Your reply should hold only the lines from the records below where "Parker" occurs.

═══ GIVEN INFORMATION ═══

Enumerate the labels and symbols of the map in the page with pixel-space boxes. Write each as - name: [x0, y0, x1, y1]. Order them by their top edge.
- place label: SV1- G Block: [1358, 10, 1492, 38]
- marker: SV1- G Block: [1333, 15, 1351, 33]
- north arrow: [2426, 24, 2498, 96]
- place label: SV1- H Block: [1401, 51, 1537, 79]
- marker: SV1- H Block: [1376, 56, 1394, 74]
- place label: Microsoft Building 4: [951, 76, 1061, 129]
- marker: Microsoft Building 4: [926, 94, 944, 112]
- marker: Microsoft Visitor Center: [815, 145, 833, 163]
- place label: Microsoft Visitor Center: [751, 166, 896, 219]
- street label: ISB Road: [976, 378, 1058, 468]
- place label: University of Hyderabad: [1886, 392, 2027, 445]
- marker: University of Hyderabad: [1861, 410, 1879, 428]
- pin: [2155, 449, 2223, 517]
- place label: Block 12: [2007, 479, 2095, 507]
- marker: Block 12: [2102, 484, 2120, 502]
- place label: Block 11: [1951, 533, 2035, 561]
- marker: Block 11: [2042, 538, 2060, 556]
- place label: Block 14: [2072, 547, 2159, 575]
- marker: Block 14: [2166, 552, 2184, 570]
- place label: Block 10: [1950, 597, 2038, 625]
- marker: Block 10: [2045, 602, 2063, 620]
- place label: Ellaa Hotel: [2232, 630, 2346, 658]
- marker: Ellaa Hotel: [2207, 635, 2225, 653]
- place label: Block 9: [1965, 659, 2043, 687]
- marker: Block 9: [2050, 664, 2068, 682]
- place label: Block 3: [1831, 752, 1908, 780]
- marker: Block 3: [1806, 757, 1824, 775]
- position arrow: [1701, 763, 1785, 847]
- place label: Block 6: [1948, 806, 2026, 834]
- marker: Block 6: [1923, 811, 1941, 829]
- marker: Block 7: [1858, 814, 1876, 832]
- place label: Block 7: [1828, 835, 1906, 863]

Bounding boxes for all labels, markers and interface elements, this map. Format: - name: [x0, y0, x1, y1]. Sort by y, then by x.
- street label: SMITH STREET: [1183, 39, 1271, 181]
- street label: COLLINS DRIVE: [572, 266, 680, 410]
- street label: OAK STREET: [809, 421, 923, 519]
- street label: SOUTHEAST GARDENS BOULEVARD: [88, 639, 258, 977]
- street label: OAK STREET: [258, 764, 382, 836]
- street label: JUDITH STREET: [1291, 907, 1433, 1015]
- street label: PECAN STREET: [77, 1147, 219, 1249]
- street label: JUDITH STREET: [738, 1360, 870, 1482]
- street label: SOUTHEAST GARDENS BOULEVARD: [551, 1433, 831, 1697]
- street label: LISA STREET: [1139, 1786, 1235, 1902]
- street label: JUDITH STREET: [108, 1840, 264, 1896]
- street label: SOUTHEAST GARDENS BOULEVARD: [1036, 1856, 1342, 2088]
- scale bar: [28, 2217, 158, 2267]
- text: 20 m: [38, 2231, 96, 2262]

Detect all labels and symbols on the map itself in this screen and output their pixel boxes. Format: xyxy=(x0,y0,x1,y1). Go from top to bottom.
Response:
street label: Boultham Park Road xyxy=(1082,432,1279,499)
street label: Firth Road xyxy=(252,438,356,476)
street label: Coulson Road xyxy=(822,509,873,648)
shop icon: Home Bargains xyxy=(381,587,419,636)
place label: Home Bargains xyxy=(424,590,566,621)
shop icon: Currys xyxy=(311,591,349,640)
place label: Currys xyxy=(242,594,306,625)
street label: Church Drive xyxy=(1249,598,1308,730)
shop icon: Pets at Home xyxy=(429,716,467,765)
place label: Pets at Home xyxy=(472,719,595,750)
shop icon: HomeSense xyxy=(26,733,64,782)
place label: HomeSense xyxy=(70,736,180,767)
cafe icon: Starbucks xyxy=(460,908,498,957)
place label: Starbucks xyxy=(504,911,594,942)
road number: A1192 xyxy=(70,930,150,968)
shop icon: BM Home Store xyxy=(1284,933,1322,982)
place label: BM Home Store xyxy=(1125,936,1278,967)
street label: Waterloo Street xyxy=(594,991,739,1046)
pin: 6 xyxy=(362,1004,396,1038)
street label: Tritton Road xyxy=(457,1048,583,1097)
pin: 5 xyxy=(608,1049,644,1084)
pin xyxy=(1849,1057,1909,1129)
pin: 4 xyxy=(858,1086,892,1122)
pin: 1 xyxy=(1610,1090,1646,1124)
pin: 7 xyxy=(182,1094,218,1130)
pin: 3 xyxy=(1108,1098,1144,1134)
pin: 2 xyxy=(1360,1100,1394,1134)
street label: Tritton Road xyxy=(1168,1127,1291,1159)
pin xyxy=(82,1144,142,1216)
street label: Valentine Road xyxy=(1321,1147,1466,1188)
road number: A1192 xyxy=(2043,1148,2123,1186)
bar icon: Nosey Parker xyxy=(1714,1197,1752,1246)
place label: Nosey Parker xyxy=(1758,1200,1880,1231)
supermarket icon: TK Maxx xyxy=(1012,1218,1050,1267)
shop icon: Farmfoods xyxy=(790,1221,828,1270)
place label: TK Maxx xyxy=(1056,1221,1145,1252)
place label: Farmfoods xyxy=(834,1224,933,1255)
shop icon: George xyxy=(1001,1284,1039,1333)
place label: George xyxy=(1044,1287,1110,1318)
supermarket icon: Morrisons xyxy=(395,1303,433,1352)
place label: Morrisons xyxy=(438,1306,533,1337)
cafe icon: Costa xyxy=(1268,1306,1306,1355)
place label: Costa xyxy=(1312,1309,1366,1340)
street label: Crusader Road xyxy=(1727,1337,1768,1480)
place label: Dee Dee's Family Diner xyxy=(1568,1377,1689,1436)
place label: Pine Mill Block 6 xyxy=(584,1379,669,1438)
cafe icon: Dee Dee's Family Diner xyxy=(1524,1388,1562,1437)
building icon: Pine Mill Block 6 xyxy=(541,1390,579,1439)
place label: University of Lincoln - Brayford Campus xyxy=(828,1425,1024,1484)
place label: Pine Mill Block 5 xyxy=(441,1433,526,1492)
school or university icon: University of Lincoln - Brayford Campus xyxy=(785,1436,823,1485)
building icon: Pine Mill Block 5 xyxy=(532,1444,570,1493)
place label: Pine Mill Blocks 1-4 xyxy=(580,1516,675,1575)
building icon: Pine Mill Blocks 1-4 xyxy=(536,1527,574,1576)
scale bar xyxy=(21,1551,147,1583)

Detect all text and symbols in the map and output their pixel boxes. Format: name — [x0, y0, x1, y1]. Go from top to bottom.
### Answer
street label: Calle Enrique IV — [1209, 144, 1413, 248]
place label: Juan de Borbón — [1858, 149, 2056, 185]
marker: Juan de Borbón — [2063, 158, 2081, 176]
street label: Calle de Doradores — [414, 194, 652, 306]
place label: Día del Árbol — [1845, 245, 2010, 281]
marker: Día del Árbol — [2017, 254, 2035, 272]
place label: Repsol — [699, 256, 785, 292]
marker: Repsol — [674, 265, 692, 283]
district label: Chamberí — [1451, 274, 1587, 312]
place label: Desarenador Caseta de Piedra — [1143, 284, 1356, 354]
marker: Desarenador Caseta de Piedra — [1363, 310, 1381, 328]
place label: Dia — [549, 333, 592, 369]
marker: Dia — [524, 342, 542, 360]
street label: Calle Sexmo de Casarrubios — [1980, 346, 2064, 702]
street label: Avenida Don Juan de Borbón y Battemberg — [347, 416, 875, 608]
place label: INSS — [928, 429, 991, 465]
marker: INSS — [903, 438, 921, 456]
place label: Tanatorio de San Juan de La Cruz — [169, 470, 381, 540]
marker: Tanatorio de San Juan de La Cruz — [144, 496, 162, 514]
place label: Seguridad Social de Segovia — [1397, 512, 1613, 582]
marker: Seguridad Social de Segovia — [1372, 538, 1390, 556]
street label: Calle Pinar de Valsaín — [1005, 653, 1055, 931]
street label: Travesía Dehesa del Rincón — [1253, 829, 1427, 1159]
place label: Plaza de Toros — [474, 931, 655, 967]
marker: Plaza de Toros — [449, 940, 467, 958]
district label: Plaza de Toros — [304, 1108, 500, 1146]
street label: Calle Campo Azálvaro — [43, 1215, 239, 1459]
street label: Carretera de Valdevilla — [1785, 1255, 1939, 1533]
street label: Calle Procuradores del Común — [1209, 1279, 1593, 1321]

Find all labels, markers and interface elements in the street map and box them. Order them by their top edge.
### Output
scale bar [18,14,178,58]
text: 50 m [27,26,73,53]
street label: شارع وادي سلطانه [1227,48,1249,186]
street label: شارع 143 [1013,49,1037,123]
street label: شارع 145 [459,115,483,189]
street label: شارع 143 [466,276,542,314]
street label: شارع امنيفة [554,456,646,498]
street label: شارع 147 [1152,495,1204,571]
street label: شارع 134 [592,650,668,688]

═══

YOUR RESPONSE —
bar icon: Nosey Parker xyxy=(1714,1197,1752,1246)
place label: Nosey Parker xyxy=(1758,1200,1880,1231)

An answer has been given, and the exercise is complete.